Columbia cable customers will soon have more than the World Wide Web and pay-per-view at their fingertips. This fall, Mediacom will begin offering land-line phone service, too.
The eighth-largest cable operator in the United States, Mediacom is following a trend among phone and cable companies that are bundling all telecommunications services onto a single bill.
Gary Baugh, the company’s general manager in Columbia, said it’s “a matter of price and service.”
“If something goes wrong, you know who to call,” Baugh said. “If all services are purchased, it will be at a discounted price. It’s saving the customer money.”
The new phone service will not require additional equipment, Baugh said, and will rely on standard phone equipment, outlets and wiring. Last year, Mediacom partnered with Sprint to provide switching services to the existing telephone network and to deliver 911 emergency service. Baugh called it a “business deal to create more traffic.”
Many phone companies have been experiencing a decrease in land line use. Don Neely, public relations manager for CenturyTel in Columbia, said that for the first quarter of 2005, CenturyTel reported a 2.9 percent decrease in land lines across its 23-state market.
“This is lower than most companies are experiencing,” said Neely.
Baugh is not concerned that use of land lines is decreasing and expects Mediacom to offer phone service to all of its 1.5 million subscribers by the end of 2006.
“We aren’t providing the service by itself,” he said. “We’re adding it to digital cable and Internet. It’s all on the same system.”
Cable companies are facing increased competition from phone companies looking to do the same thing Mediacom is planning — consolidate telecommunications services. In April, CenturyTel began offering Dish Network on top of its phone and Internet services.

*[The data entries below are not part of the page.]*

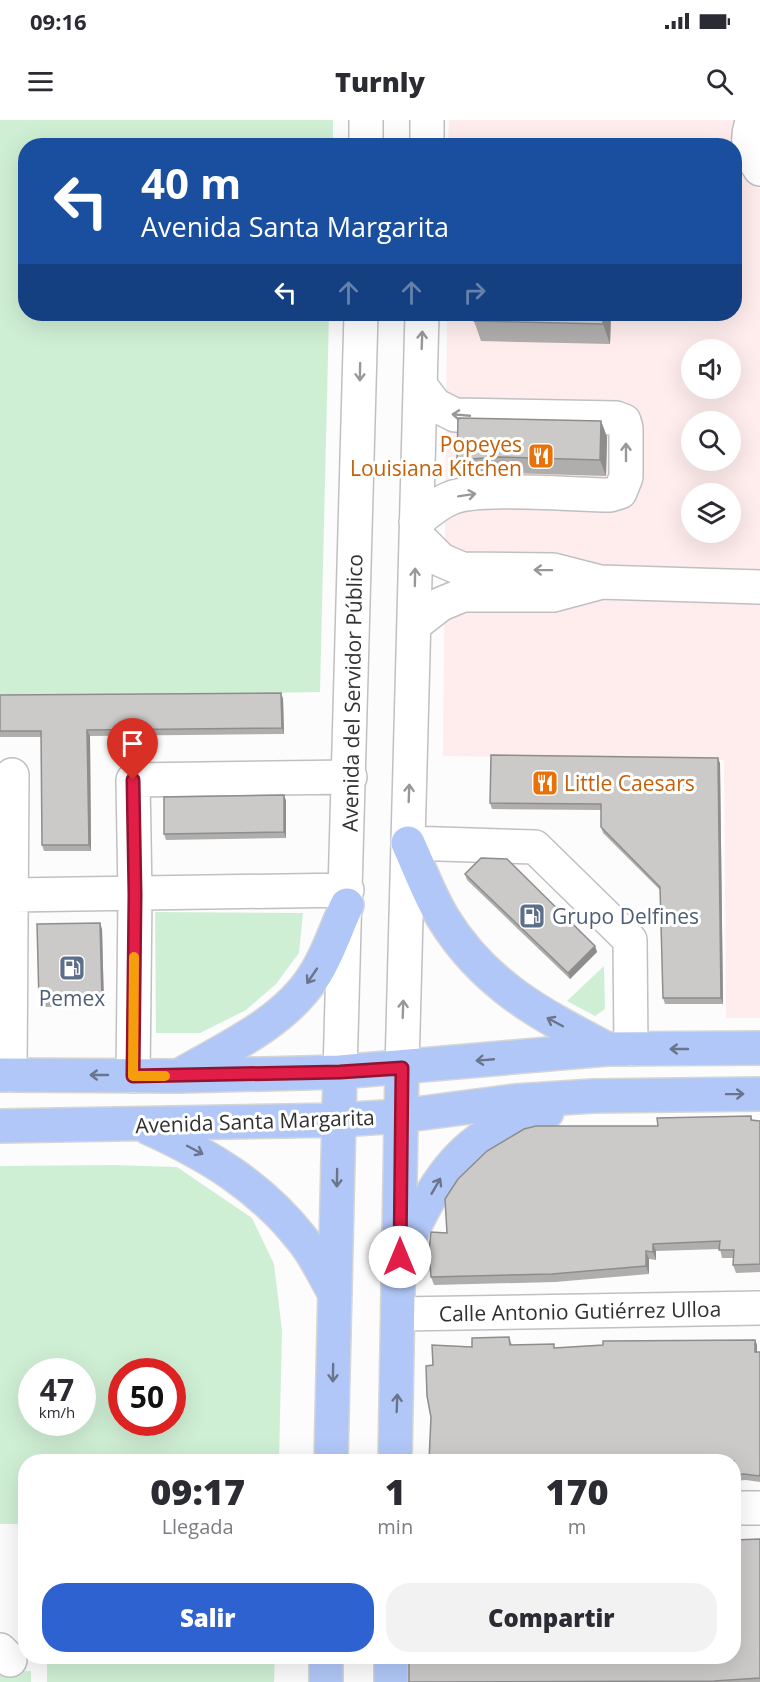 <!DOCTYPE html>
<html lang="es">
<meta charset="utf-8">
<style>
:root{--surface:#fff;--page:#f2f2f3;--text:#2b2b33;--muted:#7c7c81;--accent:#2d62d0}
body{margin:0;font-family:"Open Sans",sans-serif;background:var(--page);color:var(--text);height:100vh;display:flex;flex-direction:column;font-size:22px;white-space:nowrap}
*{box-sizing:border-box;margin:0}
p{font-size:20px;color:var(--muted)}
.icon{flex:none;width:33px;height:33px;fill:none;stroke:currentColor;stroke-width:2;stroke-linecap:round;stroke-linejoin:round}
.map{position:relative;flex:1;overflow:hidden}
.drawer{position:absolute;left:18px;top:1334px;width:723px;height:210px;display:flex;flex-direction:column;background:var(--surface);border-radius:24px;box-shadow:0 6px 24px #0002}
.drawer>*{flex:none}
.guide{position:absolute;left:18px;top:18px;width:724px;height:183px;border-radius:24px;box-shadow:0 6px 24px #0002;background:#1a4fa0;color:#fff;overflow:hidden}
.controls{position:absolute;left:681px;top:219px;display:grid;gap:12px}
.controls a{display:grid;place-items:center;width:60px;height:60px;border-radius:50%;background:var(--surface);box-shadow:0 6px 24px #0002;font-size:30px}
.speed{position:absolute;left:18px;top:1238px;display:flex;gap:12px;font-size:30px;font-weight:700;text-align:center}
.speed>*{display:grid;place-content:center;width:78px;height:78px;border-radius:50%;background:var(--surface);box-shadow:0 6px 24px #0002;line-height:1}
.speed small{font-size:15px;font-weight:400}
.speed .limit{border:9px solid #d22;background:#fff;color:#111}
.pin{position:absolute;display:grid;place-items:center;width:51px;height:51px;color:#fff;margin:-62px -26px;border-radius:50% 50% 50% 0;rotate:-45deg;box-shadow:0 0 6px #0007}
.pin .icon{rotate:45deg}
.me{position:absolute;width:66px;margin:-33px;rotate:0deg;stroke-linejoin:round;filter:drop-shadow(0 0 4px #0008)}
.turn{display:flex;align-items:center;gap:21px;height:126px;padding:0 24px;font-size:27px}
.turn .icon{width:78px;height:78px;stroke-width:2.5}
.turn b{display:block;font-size:42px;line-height:51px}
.lanes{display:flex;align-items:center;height:57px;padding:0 24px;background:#0003;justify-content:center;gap:30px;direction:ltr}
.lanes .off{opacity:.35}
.eta{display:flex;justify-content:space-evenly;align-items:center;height:102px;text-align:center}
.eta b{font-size:36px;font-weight:800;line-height:42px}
.cta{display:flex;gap:12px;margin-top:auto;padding:12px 24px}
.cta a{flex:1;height:69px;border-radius:24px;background:var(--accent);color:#fff;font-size:24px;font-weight:800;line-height:69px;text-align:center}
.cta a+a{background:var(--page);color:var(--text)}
.status{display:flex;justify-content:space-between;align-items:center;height:42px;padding:0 30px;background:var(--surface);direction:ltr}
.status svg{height:16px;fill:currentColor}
header{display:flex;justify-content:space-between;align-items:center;height:78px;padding:0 24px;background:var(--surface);font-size:27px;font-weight:800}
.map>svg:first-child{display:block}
.commercial{fill:#feedec;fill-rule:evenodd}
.grass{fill:#cfefd4;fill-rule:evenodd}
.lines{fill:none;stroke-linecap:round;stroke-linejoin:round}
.minor-casing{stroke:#c0c0c2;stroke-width:36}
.major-casing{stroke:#d6d6d6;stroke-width:36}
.minor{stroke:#fff;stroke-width:33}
.major{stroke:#b0c7f7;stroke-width:33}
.wall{fill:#afaead}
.shaded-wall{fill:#8e8d8d}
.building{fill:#cbcac9;stroke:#8e8d8d;stroke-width:1.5}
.oneway{stroke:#989898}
.oneway2{stroke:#6a748b}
.route-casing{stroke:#92132f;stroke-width:15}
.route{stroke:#e11d48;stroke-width:10}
.slow{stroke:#f59e0b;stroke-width:10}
.labels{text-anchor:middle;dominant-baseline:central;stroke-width:6;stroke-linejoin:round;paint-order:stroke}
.food-label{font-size:21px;fill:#c56008;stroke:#fff;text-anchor:end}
.street-label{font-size:21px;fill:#313132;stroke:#fff}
.service-label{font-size:21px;fill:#4e5e75;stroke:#fff;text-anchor:start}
</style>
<div class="status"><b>09:16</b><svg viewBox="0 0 49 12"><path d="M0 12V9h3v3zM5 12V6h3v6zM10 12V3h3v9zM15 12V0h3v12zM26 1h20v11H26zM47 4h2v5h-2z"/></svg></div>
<header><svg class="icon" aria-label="menu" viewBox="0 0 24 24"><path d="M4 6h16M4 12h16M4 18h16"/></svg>Turnly<svg class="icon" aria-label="search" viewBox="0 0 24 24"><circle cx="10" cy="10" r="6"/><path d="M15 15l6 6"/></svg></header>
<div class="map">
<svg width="760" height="1562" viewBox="0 0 760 1562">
<rect width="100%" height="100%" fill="#fcfcfd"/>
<path class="commercial" d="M449,0H760V898H726L724,640L443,636L447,194H735V26L448,25ZM692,230H730V268H692ZM692,302H730V340H692ZM692,374H730V412H692Z"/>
<path class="grass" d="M0,0H333V25L26,26V194H329L320,572L0,578Z
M155,792L303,793L299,833L276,864L246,890L200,913H156Z
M604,846L605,889L595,896L567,881Z
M114,1045L177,1047L252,1098L274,1144L282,1210L279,1341H26L25,1404H0V1046ZM32,1251H82V1302H32ZM122,1251H172V1302H122Z
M47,1536H275L274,1562H47Z
M0,1550L31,1551V1562H0Z"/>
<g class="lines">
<defs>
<path id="minor" d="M753,0C745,18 749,34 760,49
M366,26V0
M427,26V0
M416,402C427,393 438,383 451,378C479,366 575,375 610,375L620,372L626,357V308L624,301L616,298L455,295L435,285L420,265
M416,415L441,440L462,449L553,450L600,462L760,467
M414,505L441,484L463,475H553L598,463
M408,723L535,727L630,820L631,929
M12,775L347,770
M402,948L422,194
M340,952L361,194
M10,955L12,655
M133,956L135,775L133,660L350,657
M399,1194L760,1188
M734,1388H760
M0,1530L10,1540"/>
<path id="major" d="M408,723C419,747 429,775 443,798C484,865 540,894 607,929
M182,954C227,928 285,902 314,856C328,835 336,808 347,785
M0,955L179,956L340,952L607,929L760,928
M0,1006L339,1000L400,996L515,981L593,976L760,974
M149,1008C208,1035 260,1066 301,1118C315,1134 324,1155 335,1174
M403,1130C427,1080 449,1031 503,1006C516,1000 532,996 547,992
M331,1341L340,952
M395,1341L402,948
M326,1562V1536
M391,1562V1536"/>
</defs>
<use href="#minor" class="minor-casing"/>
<use href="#major" class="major-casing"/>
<use href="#minor" class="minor"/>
<use href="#major" class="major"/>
</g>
<path class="wall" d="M474,194H611L610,224L481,221L474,201Z
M601,301L607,317L606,356L505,353L463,356L457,340Z
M281,573L283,579L284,614L90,616L91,731H44L42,725L41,617H0V575Z
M720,643L723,884H665L663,878L660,770L603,713L601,707V690L492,689L490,683Z
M284,675L286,681V718L166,720L164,714Z
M465,754L595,826L597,832L570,859L467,760Z
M102,809L104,886L41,887L39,882Z
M751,996L753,1001H760V1152L736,1153L733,1145V1138H722L720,1129L656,1131V1140L649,1139V1154L555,1162L434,1165L431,1157L447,1113L658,1006Z
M509,1217L512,1225L556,1228L755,1220L757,1225V1232H760V1362L746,1360L734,1361V1341L433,1245L472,1227Z
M760,1419V1562H409Z"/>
<path class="shaded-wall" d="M603,194H611L610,224L603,204Z
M601,301L607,317L606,356L600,340Z
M281,573L283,579L284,614L282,608Z
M87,610L90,616L91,731L89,725Z
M718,638L720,643L723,884L721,878Z
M284,675L286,681V718L284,712Z
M100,803L102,809L104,886L102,880Z
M595,826L597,832L570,859L568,853Z
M653,1124L656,1131V1140L653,1132Z
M646,1131L649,1139V1154L646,1146Z
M755,1220L757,1225V1238L755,1232Z"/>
<path class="building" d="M474,194H603V204L474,201Z
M458,298L601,301L600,340L499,337L457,340Z
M281,573L282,608L87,610L89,725H42L41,611H0V575Z
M491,635L718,638L721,878H663L660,767L601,707V684L490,683Z
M284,675V712L164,714V677Z
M481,738L507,739L595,826L568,853L465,754Z
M100,803L102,880L39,882L37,804Z
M751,996V1000L760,1001V1144L733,1145L734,1130H719L720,1121L653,1124V1132L646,1131V1146L552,1154L431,1157L429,1131L431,1112L447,1113L445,1079L458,1059L487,1031L524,1009L536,1006H658L657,998Z
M509,1217L510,1225L554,1224V1228L603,1225V1221L755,1220V1232H760V1354L759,1356L744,1354L734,1355V1341H429L431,1297L427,1276L426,1246L433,1245L432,1225L472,1227V1218Z
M760,1419V1558L714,1561L409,1562V1536H734V1420Z"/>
<defs><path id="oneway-shaft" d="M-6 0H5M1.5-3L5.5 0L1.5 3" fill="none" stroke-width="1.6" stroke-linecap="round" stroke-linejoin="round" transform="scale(1.5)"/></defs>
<g class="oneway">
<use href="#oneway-shaft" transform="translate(422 220) rotate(-88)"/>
<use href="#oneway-shaft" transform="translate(360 252) rotate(91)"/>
<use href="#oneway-shaft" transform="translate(461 295) rotate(-175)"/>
<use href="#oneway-shaft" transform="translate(626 332) rotate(-90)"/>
<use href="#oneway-shaft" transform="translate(467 375) rotate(-9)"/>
<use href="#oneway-shaft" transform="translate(543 450) rotate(-179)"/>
<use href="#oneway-shaft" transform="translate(415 457) rotate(-89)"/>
<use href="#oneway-shaft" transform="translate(409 673) rotate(-88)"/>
<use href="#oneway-shaft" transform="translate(403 889) rotate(-88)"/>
</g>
<g class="oneway2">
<use href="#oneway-shaft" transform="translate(312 856) rotate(124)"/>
<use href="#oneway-shaft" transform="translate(555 902) rotate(-152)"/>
<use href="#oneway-shaft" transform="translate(679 929) rotate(180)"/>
<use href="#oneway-shaft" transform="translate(485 940) rotate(175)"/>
<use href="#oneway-shaft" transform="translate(99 955) rotate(-180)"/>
<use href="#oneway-shaft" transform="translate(735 974) rotate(-1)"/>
<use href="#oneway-shaft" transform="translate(195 1030) rotate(28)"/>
<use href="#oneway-shaft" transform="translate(337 1058) rotate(91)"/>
<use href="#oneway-shaft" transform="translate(436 1066) rotate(-60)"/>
<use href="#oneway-shaft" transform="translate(333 1253) rotate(91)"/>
<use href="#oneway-shaft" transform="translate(397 1283) rotate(-88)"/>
</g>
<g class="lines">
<defs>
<path id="route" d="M133,660L135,775L133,956L340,952L402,948L400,1137"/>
</defs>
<use href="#route" class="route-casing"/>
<use href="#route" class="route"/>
<path class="slow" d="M134,837L133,956H165"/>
</g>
<defs>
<symbol id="restaurant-square" viewBox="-11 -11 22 22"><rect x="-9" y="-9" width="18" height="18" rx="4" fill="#e8710a" stroke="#fff"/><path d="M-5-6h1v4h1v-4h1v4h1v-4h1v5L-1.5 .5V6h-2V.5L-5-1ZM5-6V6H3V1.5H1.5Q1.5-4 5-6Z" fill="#fff"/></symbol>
<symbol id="fuel-square" viewBox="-11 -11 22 22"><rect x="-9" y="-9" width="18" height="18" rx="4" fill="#5c6f8a" stroke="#fff"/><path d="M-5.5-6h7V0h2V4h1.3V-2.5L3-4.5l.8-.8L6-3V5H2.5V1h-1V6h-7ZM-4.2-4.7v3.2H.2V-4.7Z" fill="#fff"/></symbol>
</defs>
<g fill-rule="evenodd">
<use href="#restaurant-square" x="526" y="321" width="30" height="30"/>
<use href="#restaurant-square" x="530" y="648" width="30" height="30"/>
<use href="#fuel-square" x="517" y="781" width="30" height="30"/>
<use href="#fuel-square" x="57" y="833" width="30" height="30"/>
</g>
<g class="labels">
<g class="food-label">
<text x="522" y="324">Popeyes<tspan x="522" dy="24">Louisiana Kitchen</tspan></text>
<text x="564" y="663" text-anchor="start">Little Caesars</text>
</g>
<g class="street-label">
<text transform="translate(352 573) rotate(-89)">Avenida del Servidor Público</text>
<text transform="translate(255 1001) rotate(-2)">Avenida Santa Margarita</text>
<text transform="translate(580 1191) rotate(-1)">Calle Antonio Gutiérrez Ulloa</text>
</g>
<g class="service-label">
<text x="552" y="796">Grupo Delfines</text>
<text x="72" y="878" text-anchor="middle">Pemex</text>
</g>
</g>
</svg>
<div class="controls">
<a><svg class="icon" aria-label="sound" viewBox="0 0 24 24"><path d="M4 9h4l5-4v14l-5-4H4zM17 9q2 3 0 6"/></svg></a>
<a><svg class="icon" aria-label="search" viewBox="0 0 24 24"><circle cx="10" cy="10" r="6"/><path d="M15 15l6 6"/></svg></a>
<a><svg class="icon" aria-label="layers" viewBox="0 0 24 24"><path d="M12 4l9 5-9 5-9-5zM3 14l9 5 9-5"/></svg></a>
</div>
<div class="speed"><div>47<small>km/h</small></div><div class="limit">50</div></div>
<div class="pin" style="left:133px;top:660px;background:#d93025"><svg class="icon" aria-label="arrive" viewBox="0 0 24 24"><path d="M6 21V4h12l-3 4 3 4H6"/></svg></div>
<svg class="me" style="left:400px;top:1137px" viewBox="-20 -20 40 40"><circle r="19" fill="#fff"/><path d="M0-13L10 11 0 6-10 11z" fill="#e11d48"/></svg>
<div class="guide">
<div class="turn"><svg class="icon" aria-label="left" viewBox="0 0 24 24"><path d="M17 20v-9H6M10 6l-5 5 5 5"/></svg><div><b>40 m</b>Avenida Santa Margarita</div></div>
<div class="lanes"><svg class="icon" aria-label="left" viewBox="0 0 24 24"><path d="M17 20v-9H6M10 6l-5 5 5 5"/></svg><svg class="icon off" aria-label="ahead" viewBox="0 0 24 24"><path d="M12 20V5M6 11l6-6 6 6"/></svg><svg class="icon off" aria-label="ahead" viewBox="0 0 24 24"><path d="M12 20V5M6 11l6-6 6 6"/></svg><svg class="icon off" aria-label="right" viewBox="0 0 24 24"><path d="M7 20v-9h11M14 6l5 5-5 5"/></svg></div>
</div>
<section class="drawer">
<div class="eta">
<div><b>09:17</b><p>Llegada</p></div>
<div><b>1</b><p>min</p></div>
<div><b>170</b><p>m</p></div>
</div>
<div class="cta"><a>Salir</a><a>Compartir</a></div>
</section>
</div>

Baugh said Mediacom is getting ready to test the new phone service, which will be offered to all customers in the Columbia and Jefferson City cable-service areas. Baugh expects customers to be attracted by the price, although he would not say how many people the company expects to switch from their existing phone service.
Neely of CenturyTel said Mediacom’s move could stir the local phone market.
“It will be interesting to watch everything get heated up,” he said.